-------- GIVEN INFORMATION --------

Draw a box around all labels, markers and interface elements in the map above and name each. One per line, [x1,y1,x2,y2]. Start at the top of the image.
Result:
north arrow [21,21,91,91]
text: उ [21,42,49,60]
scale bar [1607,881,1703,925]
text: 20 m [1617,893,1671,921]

--------
-------- GIVEN INFORMATION --------

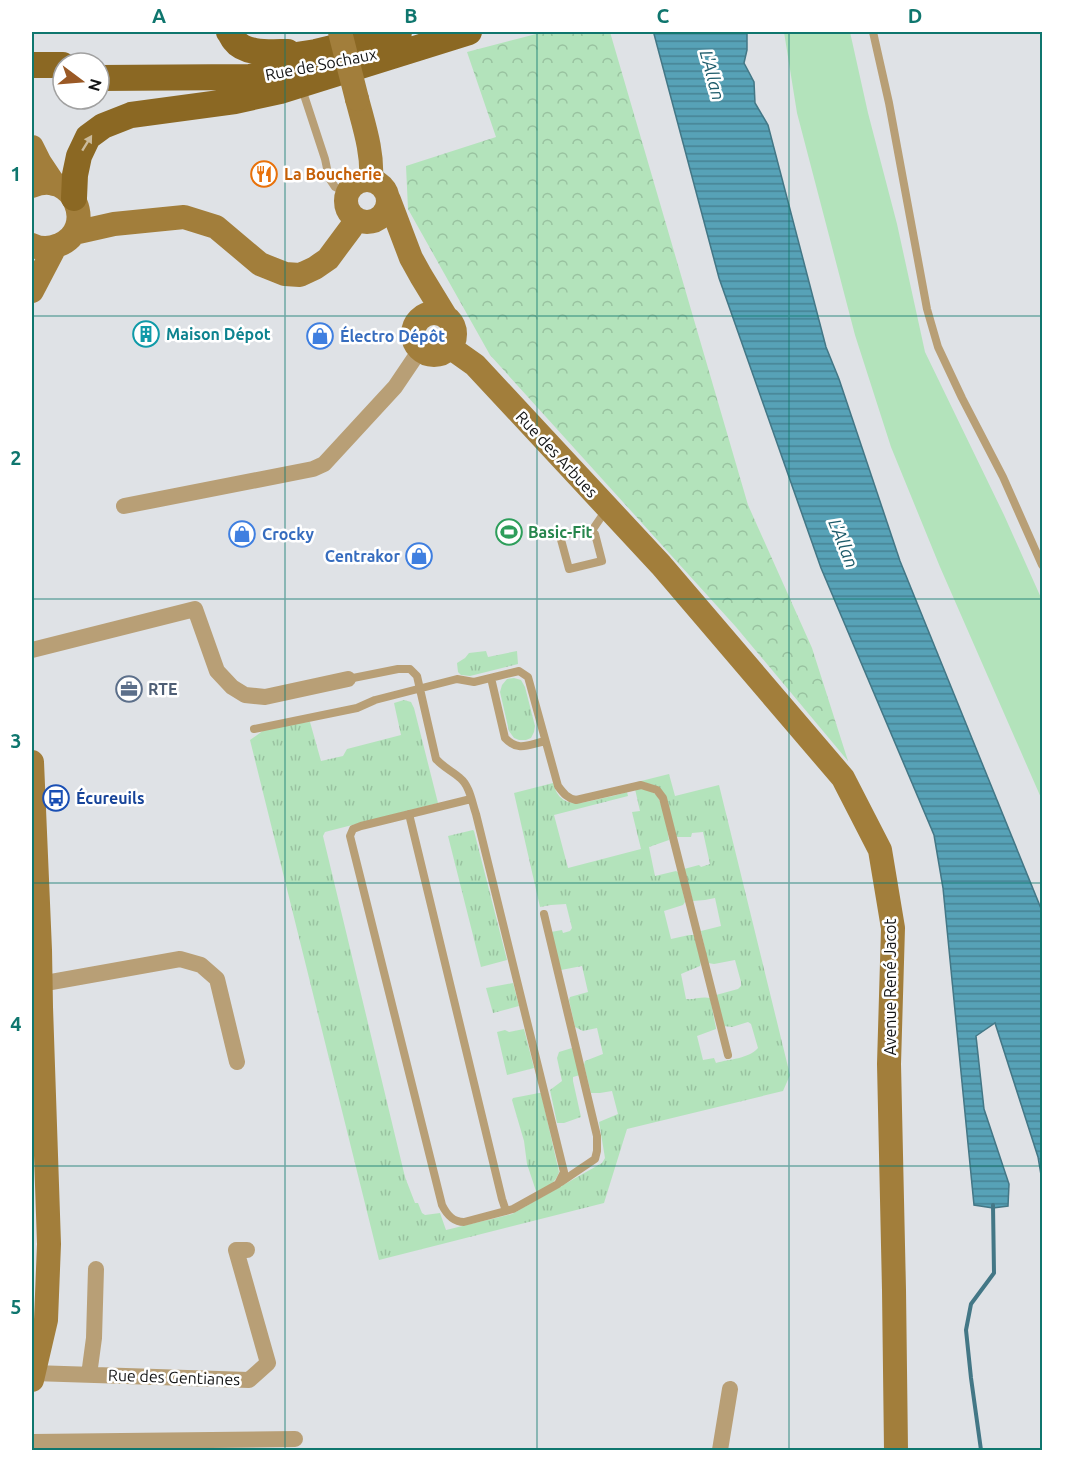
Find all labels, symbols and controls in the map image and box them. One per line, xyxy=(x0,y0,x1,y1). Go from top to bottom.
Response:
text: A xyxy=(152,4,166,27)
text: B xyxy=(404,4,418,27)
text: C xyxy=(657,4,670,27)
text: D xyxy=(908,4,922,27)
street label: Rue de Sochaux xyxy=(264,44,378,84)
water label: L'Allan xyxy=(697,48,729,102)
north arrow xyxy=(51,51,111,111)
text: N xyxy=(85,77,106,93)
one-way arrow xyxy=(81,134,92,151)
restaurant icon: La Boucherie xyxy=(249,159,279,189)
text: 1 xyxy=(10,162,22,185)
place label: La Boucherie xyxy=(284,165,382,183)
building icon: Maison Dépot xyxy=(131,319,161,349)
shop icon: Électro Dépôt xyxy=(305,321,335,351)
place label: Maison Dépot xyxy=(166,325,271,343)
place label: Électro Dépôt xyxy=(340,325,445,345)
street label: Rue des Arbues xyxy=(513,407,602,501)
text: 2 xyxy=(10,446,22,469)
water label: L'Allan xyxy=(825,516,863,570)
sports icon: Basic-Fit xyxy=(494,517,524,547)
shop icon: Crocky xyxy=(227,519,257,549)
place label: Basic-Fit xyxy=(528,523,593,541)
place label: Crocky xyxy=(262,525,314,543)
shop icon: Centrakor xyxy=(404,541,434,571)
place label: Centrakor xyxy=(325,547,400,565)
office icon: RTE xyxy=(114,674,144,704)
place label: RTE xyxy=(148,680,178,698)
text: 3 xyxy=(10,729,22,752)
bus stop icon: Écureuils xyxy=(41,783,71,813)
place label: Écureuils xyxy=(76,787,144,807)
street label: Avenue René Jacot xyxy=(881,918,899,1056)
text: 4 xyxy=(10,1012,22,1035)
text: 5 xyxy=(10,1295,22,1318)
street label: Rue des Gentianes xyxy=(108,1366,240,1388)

--------

» **PROBLEM TO WORK ON**: Wherever the string "labels" appears in a line above, copy that line.

» **EXERCISE SOLUTION**:
Draw a box around all labels, markers and interface elements in the map above and name each. One per line, [x1,y1,x2,y2]. Start at the top of the image.
Find all labels, symbols and controls in the map image and box them. One per line, xyxy=(x0,y0,x1,y1). Go from top to bottom.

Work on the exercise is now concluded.